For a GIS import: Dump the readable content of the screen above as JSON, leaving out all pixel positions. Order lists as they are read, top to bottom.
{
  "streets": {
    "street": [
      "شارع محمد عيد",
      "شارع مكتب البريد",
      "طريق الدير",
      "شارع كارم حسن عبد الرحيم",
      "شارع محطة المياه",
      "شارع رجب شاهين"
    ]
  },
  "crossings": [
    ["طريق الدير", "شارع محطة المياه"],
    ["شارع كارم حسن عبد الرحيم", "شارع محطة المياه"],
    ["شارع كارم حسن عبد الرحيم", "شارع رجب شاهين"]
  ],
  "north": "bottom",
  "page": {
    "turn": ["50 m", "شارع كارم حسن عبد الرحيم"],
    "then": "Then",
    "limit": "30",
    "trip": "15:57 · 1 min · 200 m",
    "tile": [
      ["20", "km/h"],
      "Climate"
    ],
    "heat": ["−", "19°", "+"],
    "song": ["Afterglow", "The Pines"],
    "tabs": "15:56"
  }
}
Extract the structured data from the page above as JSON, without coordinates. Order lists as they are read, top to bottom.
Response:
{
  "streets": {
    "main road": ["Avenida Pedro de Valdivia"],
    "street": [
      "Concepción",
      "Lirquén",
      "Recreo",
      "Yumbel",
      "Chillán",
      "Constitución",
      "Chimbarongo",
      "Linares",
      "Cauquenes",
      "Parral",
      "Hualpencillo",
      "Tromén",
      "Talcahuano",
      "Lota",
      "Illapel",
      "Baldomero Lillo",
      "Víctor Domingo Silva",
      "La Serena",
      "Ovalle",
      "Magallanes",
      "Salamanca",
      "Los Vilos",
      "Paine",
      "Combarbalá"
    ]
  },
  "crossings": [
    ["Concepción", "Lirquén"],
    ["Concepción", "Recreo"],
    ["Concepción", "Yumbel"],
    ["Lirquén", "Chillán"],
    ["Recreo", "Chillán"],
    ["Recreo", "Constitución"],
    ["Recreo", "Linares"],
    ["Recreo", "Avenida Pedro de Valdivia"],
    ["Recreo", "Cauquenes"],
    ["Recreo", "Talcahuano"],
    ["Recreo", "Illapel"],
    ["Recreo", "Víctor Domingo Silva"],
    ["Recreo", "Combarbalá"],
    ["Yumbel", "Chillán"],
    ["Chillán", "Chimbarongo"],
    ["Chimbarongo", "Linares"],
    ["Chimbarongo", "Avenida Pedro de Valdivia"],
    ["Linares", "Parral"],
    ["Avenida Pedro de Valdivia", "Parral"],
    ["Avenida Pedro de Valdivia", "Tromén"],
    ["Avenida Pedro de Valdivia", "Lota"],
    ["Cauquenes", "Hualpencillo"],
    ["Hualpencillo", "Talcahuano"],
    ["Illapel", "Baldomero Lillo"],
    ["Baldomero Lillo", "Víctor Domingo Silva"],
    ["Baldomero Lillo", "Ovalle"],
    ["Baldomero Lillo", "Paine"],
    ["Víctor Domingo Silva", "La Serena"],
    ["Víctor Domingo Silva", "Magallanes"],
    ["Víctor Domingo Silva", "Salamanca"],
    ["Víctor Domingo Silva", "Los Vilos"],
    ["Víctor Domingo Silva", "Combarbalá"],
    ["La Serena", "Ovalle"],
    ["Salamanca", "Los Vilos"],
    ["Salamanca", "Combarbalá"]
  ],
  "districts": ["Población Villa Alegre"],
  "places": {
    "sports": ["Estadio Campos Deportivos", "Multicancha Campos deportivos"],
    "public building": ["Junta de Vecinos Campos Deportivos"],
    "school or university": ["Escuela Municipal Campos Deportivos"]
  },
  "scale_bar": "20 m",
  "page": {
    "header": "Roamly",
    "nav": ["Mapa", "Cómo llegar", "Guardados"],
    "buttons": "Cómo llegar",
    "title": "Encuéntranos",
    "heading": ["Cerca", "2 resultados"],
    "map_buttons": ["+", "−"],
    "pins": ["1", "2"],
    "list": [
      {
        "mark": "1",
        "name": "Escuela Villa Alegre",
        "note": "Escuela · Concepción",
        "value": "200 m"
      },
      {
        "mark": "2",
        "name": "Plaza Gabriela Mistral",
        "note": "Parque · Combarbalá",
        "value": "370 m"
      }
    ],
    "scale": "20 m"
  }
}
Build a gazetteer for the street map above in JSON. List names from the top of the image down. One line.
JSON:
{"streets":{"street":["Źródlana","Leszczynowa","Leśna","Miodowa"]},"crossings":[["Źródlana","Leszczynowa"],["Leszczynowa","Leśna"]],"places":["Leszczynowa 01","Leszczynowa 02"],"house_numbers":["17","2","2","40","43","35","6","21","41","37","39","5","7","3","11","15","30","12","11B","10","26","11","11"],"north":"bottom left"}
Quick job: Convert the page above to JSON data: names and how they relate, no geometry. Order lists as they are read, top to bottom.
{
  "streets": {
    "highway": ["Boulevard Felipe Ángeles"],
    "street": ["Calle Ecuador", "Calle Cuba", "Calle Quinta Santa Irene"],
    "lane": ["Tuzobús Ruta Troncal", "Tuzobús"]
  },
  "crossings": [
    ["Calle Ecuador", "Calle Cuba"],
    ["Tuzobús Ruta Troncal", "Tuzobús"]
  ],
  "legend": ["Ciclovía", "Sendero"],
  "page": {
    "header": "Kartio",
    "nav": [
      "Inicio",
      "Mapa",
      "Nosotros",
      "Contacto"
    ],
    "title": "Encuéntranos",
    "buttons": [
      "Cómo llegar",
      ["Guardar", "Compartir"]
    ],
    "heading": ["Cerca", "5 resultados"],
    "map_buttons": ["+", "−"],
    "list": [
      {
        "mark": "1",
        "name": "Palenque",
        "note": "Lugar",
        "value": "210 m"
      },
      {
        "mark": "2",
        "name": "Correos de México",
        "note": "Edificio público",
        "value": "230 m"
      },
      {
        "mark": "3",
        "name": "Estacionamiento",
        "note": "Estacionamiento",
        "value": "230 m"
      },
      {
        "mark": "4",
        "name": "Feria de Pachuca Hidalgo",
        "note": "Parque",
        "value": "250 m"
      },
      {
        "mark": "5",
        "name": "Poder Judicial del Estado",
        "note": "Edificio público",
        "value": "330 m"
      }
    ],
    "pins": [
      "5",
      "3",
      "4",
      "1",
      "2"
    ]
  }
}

----

→ **Exercise**
Find "محطة" in the data above. Report each line where it appears.

→ **Answer space**
      "شارع محطة المياه",
    ["طريق الدير", "شارع محطة المياه"],
    ["شارع كارم حسن عبد الرحيم", "شارع محطة المياه"],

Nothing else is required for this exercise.